Qu'il est précisé que les prix de références indiqués barrés sont pris dans la source Codex d'avril 1993 qui, si elle représente les tarifs des constructeurs automobiles, ne peut être confondue avec les tarifs de tel ou tel concessionnaire;

Que dès lors l'argumentation développée par les appelantes sur le fondement de l'existence d'une publicité comparative ne peut prospérer ;

Qu'au demeurant il n'est pas établi que les prix annoncés par la publicité ne sont pas tenus ;

Que par ailleurs, s'agissant d'une publicité ne portant que sur le prix, les conditions de vente n'y sont pas évoquées et ne peuvent donc faire l'objet de discussion ;

Attendu ainsi que les appelantes se verront déboutées de l'intégralité de leurs demandes, le jugement déféré étant partiellement confirmé mais :

- émendé dans sa motivation en ce qu'il a retenu l'existence d'une confusion résultant de la publicité incriminée ;

- réformé en ce qu'il porte condamnation de M. Mayer sur le fondement de l'article 700 du NCPC et aux dépens ;

Attendu que la mesure d'interdiction prononcée d'une référence à l'intégralité d'une gamme sera confirmée dans la mesure où elle n'est pas critiquée ;

Attendu qu'il apparaît équitable de faire droit à la demande de M. Mayer sur le fondement de l'article 700 du NCPC tout en ramenant à 3 000 F le montant de l'indemnité accordée à ce titre.

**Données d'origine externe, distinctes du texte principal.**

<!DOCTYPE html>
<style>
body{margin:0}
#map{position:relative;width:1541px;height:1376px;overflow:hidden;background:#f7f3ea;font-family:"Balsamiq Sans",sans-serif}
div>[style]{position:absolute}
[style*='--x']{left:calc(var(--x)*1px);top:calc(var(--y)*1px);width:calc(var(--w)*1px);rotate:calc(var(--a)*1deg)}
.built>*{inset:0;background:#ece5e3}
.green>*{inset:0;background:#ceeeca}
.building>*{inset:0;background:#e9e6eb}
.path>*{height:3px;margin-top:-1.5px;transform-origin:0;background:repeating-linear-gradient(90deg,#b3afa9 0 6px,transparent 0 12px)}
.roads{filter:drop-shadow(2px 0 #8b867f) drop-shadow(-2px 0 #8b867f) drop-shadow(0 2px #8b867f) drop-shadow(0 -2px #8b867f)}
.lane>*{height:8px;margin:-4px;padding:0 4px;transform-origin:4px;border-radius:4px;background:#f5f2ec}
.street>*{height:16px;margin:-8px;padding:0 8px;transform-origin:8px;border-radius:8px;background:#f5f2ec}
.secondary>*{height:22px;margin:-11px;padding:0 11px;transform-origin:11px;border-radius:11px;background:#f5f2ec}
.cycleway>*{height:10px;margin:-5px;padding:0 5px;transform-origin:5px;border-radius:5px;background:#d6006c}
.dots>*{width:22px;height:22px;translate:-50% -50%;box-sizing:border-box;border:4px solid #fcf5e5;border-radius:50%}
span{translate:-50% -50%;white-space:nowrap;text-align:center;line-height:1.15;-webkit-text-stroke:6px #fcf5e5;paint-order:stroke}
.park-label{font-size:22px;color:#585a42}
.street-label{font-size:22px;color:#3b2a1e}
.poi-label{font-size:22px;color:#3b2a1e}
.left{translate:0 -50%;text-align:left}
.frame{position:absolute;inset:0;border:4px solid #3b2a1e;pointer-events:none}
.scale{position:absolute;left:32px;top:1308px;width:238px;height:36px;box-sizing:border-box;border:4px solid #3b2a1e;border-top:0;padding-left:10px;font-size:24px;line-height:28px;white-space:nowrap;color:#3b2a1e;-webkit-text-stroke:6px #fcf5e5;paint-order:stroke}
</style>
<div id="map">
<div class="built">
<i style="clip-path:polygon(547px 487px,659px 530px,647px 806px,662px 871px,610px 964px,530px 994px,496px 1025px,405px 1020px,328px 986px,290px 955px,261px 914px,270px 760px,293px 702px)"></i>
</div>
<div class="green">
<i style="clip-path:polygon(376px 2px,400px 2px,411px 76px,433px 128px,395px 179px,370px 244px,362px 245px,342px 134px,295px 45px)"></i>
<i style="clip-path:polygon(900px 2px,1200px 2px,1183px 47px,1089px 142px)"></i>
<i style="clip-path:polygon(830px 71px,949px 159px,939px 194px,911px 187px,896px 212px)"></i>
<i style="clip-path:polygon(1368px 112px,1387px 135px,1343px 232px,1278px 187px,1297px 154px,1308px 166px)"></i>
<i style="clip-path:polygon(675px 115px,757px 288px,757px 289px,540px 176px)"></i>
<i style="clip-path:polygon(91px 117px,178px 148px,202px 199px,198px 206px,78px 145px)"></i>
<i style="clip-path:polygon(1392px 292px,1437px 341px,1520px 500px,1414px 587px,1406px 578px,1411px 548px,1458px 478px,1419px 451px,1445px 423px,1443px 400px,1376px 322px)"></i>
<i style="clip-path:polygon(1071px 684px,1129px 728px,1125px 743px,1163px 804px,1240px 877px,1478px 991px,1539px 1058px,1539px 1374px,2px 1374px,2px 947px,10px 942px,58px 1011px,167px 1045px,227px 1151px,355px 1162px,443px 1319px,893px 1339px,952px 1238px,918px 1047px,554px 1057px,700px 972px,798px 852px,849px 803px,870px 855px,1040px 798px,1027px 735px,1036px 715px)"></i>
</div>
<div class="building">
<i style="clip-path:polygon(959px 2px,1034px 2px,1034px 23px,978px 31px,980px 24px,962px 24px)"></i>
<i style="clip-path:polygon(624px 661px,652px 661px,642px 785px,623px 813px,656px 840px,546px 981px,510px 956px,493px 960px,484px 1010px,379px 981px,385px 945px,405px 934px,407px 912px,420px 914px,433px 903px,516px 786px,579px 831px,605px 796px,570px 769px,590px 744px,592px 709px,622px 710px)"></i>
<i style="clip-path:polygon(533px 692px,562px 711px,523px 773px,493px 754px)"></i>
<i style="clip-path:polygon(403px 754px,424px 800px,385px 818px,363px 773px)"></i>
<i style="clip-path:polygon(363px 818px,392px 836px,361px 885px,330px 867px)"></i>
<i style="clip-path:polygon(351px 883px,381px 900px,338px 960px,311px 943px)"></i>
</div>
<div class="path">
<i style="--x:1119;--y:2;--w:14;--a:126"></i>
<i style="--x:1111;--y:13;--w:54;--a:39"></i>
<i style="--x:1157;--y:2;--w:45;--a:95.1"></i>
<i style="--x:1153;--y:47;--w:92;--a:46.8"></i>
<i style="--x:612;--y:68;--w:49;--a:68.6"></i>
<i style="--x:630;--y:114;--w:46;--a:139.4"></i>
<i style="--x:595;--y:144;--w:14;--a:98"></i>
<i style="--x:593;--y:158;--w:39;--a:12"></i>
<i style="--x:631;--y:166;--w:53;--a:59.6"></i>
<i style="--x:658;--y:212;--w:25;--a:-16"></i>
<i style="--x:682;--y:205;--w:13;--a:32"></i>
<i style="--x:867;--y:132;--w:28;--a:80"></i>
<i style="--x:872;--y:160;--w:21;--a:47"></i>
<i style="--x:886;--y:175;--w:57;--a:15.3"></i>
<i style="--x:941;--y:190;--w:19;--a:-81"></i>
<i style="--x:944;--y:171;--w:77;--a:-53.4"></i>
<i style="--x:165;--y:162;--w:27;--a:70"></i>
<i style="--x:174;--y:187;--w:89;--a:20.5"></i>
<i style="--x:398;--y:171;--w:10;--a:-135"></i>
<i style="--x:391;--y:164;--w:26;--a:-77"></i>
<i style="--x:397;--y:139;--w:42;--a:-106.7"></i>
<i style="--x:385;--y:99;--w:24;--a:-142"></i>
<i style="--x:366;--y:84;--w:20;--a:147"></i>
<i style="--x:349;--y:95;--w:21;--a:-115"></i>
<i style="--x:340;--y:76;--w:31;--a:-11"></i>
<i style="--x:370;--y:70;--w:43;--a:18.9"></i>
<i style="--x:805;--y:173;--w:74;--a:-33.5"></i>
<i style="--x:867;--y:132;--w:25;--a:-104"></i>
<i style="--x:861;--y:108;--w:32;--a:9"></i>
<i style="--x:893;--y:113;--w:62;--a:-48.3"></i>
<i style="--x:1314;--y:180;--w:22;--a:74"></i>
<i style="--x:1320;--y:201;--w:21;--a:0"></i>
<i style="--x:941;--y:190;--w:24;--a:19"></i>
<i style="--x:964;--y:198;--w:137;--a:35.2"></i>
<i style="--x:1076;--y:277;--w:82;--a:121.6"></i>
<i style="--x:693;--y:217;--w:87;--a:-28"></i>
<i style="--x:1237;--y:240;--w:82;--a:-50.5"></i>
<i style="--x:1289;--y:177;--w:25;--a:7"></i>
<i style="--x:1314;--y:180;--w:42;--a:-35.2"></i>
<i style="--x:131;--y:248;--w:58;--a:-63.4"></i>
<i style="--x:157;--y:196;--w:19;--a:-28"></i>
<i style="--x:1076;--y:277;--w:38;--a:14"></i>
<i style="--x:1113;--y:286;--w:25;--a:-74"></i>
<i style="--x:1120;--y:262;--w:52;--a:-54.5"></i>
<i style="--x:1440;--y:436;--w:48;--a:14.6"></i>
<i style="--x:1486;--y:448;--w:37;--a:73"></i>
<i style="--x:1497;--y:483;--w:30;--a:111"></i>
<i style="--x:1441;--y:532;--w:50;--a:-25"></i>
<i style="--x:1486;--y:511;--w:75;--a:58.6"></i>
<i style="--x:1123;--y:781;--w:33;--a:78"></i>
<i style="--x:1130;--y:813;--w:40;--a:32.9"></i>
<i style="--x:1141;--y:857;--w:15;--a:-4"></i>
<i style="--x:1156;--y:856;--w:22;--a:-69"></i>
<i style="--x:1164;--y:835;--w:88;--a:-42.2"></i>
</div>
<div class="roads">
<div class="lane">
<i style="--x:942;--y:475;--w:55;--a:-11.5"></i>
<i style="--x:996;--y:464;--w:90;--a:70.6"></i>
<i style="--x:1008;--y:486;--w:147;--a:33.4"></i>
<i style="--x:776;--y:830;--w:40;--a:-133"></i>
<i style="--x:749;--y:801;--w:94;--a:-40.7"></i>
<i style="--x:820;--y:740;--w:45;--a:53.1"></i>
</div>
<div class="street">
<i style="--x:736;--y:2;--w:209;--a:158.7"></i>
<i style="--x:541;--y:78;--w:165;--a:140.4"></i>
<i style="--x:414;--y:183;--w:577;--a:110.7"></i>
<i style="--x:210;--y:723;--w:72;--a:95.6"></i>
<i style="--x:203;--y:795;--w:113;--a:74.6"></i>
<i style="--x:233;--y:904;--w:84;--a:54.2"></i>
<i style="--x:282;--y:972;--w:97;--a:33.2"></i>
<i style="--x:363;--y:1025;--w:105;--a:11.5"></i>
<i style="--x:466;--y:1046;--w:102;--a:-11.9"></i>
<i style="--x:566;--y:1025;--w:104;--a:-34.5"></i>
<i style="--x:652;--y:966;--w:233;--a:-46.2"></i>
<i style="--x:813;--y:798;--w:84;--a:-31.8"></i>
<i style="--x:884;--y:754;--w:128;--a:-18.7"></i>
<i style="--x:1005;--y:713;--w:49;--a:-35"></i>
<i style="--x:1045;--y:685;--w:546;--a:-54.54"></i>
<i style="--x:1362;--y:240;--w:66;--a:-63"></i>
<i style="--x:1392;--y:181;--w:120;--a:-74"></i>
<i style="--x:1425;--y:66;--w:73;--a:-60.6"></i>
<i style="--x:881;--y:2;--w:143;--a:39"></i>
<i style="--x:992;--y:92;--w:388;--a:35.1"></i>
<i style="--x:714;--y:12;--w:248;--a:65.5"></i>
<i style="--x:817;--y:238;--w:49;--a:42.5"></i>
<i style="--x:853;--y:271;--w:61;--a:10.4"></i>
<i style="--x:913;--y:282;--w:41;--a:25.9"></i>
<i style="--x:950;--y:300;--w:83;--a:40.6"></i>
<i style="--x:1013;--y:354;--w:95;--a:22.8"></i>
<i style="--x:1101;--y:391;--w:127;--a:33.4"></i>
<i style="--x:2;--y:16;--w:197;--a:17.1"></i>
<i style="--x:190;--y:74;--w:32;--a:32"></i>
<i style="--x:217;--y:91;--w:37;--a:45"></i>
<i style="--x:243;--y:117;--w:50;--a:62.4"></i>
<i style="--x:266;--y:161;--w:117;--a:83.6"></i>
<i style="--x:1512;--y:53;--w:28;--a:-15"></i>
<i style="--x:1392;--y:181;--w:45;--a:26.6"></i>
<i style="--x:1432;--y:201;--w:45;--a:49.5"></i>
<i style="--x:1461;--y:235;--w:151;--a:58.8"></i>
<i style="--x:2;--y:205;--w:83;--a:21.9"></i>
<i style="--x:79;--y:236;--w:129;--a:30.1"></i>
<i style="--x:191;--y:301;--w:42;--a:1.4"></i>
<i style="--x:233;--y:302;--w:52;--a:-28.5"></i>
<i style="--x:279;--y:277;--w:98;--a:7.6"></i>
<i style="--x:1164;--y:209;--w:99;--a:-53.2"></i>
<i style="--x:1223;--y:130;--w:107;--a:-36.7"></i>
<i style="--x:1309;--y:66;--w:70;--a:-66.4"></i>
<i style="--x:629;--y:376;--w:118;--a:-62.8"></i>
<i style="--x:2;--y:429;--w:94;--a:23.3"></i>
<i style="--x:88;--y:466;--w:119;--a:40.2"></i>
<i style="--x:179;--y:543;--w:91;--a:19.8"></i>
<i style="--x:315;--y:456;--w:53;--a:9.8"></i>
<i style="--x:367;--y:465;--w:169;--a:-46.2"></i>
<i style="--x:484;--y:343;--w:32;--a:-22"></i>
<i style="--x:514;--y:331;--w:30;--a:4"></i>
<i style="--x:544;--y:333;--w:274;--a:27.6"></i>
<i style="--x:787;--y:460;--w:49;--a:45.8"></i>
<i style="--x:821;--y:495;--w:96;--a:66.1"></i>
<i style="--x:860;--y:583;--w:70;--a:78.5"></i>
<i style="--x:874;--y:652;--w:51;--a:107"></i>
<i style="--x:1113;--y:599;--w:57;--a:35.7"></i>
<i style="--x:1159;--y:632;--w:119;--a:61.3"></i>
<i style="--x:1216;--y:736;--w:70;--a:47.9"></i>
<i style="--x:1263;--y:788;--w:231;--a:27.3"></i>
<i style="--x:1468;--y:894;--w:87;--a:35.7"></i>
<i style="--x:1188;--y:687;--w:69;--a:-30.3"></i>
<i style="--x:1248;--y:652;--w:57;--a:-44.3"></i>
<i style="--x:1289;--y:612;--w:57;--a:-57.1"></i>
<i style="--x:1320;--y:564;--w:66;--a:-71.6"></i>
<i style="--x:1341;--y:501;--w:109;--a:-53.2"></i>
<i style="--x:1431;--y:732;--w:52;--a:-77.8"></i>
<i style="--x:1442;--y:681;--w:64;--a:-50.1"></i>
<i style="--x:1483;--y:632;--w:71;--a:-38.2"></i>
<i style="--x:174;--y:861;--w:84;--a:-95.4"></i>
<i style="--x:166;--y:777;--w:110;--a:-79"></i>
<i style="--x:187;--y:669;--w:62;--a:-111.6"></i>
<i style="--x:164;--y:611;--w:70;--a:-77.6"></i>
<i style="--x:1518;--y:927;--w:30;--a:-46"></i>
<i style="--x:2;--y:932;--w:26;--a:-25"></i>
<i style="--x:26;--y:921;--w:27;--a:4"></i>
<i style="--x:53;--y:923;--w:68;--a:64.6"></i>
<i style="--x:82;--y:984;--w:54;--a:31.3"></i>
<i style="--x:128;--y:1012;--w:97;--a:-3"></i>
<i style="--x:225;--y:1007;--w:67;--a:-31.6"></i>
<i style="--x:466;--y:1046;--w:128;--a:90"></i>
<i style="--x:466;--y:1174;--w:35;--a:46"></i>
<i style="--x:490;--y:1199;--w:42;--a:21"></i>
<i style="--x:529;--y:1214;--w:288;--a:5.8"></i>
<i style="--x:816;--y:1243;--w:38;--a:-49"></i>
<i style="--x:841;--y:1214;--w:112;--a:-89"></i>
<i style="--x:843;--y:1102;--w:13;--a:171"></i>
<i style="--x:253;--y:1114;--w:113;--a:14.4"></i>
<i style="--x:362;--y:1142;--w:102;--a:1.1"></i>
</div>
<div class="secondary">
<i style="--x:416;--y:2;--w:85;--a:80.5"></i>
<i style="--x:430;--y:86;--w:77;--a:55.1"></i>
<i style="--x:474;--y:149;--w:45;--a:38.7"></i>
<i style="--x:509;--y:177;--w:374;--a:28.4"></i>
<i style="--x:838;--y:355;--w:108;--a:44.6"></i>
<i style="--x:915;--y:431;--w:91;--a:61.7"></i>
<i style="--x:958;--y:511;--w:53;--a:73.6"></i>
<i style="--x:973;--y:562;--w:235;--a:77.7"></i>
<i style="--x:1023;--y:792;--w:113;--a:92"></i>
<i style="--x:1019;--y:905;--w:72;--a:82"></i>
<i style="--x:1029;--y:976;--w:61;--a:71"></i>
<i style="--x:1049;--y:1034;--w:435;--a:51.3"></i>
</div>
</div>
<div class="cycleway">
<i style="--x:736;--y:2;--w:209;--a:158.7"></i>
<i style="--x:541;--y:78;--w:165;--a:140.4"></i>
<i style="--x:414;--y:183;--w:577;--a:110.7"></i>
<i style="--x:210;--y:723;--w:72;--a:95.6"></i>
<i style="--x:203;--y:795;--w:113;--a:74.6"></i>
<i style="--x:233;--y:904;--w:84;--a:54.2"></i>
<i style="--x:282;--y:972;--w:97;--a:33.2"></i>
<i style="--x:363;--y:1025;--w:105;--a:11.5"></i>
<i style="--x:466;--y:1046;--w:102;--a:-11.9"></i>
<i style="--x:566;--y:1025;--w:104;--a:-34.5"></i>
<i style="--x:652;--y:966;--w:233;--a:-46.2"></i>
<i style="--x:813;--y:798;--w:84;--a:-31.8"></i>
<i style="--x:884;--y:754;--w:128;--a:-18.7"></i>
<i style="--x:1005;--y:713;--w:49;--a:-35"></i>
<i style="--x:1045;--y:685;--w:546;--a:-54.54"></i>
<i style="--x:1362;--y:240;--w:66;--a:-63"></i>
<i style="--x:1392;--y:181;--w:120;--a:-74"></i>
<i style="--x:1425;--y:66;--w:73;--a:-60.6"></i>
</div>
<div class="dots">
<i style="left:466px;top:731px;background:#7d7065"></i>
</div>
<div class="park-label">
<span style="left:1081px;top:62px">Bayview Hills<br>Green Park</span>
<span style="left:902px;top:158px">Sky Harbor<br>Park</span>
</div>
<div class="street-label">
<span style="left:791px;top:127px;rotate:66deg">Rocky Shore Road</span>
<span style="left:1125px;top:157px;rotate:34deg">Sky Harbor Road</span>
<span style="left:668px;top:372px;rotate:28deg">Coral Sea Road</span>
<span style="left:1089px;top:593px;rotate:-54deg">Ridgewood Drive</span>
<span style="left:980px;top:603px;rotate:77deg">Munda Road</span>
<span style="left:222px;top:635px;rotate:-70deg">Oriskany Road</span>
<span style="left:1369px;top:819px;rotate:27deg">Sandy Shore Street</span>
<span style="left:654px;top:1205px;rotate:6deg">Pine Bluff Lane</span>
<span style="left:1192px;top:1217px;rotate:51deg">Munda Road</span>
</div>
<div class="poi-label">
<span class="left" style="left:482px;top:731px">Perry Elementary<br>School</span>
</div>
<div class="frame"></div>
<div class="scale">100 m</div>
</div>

Par ces motifs : LA COUR, statuant publiquement et contradictoirement, Réforme le jugement déféré en ce qu'il a porté condamnation à l'encontre de M. Mayer sur le fondement de l'article 700 du NCPC et aux dépens de l'instance ; Confirme pour le surplus sauf en ce qu'il est fait référence à la confusion résultant de la publicité incriminée ; Condamne in solidum la SA Nissan France et la SARL Aiguilhe Automobiles à payer et porter à Mayer la somme de 3 000 F (trois mille francs) sur le fondement de l'article 700 du NCPC ; Les condamne aux dépens de première instance et d'appel et autorise maître Mottet avoué à recouvrer directement ceux dont il a pu faire l'avance sans avoir reçu provision suffisante.